Something as large-scale as a universal basic income is almost certain to have a big impact on the overall economy. By necessity, I didn't consider any second-order effects in the analysis above or it would have gotten way too complicated. We can only speculate about what kinds of effects these might be, but some that come to mind include:
- More consumer spending since many households now have more cashflow (this is in Yang's plan)
- More inflation and/or more of a trade deficit because there are more consumer dollars to be spent
- Increases in rent (because landlords' costs (for maintenance, etc.) have gone up due to the higher VAT and they also know how much people can afford to pay)

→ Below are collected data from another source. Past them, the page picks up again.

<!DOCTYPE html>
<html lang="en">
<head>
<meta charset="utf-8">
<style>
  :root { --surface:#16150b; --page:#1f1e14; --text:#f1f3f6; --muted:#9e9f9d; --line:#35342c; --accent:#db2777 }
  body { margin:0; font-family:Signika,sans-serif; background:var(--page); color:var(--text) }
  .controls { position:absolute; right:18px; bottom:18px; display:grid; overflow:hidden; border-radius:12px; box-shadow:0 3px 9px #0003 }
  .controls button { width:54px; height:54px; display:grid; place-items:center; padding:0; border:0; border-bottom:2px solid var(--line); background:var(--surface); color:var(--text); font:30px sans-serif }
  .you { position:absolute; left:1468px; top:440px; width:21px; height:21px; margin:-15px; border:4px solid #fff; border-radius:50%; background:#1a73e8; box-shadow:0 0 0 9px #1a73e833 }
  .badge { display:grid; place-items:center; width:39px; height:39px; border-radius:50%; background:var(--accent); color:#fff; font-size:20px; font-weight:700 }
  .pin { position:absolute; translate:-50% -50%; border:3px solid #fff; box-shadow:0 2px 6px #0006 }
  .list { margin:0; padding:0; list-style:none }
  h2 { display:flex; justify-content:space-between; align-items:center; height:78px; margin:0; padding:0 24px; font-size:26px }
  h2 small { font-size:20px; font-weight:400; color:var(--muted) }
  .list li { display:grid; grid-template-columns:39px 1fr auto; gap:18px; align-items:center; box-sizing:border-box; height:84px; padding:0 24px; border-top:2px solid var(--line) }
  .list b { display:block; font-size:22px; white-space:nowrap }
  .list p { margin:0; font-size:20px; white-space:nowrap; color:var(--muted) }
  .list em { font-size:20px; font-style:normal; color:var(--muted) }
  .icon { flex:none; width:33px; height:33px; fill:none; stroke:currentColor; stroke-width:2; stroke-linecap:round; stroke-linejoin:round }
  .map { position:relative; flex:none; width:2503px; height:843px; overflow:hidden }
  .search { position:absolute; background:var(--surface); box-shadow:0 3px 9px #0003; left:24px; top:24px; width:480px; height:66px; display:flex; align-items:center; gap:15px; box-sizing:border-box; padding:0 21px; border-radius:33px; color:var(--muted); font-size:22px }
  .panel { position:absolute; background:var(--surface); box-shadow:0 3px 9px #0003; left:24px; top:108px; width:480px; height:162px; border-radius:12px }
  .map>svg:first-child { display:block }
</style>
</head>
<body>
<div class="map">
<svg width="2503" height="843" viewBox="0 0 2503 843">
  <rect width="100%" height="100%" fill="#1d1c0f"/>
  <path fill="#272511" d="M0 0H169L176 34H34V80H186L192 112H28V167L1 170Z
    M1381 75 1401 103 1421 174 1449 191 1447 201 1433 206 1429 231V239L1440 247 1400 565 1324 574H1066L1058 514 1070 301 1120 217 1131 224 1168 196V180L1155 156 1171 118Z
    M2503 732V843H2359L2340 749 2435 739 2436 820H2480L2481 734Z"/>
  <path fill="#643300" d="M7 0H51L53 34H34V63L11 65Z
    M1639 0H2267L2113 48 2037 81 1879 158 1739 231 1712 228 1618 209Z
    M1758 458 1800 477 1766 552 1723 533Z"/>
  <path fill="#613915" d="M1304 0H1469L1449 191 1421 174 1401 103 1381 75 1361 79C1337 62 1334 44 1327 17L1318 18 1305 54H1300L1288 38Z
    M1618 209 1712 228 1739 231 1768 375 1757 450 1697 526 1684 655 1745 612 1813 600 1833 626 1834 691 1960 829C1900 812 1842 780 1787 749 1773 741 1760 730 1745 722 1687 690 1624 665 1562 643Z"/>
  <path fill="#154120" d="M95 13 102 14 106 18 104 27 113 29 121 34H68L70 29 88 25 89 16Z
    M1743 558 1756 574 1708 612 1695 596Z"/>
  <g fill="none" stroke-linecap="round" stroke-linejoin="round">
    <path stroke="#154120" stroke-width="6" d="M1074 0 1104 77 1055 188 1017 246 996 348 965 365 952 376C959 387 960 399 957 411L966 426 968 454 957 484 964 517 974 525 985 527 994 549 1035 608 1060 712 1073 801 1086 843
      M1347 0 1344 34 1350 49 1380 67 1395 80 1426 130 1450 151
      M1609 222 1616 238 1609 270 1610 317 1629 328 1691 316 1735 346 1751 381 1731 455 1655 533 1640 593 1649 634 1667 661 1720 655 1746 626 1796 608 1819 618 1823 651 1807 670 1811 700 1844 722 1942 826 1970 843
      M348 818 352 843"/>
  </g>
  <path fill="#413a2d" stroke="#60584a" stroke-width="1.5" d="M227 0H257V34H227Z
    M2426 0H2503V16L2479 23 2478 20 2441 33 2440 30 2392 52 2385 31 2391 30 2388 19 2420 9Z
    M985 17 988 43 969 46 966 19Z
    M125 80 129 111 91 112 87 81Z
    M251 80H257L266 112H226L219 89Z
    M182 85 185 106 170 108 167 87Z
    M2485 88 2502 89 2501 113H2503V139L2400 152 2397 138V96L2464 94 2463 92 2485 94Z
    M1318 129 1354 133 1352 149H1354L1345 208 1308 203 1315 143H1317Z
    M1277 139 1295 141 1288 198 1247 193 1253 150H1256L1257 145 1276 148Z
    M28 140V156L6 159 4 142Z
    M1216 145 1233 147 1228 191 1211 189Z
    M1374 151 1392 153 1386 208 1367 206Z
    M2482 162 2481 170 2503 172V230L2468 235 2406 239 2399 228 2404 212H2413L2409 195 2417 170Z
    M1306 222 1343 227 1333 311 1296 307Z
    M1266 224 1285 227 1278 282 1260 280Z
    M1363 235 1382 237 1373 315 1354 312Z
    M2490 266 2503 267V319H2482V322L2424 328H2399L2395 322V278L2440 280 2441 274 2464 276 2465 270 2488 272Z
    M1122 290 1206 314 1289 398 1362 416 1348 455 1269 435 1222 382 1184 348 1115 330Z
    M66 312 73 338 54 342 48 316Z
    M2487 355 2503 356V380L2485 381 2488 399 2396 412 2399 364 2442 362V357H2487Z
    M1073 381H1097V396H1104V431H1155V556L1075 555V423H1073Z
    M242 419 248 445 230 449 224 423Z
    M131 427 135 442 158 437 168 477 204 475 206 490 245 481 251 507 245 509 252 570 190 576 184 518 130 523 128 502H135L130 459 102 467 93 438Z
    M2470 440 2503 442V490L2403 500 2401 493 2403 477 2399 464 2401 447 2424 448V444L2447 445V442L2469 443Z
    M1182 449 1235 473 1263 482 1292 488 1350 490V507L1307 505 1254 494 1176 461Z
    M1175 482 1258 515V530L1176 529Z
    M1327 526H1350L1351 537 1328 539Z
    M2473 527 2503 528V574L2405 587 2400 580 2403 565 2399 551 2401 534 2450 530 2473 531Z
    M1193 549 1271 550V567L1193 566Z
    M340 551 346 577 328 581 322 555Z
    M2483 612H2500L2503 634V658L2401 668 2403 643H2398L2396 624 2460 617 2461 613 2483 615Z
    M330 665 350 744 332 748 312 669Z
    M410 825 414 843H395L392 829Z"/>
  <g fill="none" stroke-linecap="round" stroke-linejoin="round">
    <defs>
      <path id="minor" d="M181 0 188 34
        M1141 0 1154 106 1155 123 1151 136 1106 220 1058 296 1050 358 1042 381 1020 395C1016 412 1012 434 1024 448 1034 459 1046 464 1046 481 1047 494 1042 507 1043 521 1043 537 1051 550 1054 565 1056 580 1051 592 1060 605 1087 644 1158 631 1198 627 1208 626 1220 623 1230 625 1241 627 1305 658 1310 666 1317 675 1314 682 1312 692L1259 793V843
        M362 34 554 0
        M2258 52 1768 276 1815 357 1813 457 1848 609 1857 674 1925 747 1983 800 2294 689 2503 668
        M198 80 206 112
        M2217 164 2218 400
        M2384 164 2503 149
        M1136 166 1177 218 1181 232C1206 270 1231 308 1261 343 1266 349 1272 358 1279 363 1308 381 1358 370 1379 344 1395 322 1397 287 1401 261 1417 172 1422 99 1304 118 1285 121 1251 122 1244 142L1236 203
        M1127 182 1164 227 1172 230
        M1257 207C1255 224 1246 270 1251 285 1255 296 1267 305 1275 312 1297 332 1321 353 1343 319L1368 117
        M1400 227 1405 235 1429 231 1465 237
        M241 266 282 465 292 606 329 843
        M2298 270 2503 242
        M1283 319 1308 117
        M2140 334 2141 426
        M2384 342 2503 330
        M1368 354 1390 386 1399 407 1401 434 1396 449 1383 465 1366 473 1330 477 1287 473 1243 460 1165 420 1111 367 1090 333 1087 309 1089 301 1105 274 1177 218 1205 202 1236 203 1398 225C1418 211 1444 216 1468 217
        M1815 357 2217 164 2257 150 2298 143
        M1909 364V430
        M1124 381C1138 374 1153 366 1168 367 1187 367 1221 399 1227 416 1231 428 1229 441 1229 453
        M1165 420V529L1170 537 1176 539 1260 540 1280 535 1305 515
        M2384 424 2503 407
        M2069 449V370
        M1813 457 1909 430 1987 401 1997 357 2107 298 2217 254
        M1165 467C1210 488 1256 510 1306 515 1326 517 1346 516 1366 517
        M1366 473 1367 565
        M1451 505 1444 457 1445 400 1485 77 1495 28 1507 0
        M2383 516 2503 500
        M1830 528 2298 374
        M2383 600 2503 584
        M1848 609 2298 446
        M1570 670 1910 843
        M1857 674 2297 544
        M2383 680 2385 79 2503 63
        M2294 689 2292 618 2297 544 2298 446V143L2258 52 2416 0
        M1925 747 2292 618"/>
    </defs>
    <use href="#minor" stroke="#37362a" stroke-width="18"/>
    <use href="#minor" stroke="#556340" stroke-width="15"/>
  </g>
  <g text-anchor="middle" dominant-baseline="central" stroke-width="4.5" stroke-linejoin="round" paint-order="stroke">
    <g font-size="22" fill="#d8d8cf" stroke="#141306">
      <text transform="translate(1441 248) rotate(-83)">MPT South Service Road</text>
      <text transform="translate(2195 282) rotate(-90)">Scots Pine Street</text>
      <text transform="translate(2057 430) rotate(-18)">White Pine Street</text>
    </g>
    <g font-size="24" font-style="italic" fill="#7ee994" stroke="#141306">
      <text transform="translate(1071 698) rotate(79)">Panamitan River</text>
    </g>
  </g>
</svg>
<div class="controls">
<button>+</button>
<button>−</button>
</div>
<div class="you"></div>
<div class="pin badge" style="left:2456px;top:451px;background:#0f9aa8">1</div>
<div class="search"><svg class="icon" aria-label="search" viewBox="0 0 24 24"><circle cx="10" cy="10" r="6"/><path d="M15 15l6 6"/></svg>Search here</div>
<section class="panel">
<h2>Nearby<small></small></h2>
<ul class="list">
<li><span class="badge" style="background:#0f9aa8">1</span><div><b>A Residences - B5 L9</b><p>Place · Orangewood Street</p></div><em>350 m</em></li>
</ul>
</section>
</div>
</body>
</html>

- Some people might be more willing to work (no longer caught in a welfare trap where the benefits they'd lose if they got a job exceed the wages they'd be paid) while others might be less willing to work (they can afford rent and groceries without it and are content staying home and playing X-Box)
- Impacts on migration, such as attracting people who want a bohemian lifestyle while encouraging the most ambitious people to leave for somewhere where the taxes are lower
- Political effects wherein promises to increase or decrease the UBI become the most prominent feature of election campaigns
As I said, these are only speculation. But whatever effects do occur, they'll cause additional effects from the interactions between them. That makes the kind of analysis above a very rudimentary starting point.
There have been some attempts to study the impacts of a UBI, but they have mostly been small in scale and focused more on how it affects individual recipients. One of the big concerns I have about it is that some potential complex large-scale interaction effects with unforeseeable consequences might be dependent on it being universal—not the sort of thing that can be detected by pilot studies. Politically, a UBI would be almost impossible to cancel (who will vote to stop getting a cheque for $1000 per month) and I've always been a big believer in being very cautious about getting into a situation that you know will be hard to get out of. At the very least, any UBI should be designed with feedback loops that limit its growth rather than magnify it (e.g. index it to the amount of money raised by the VAT not to inflation).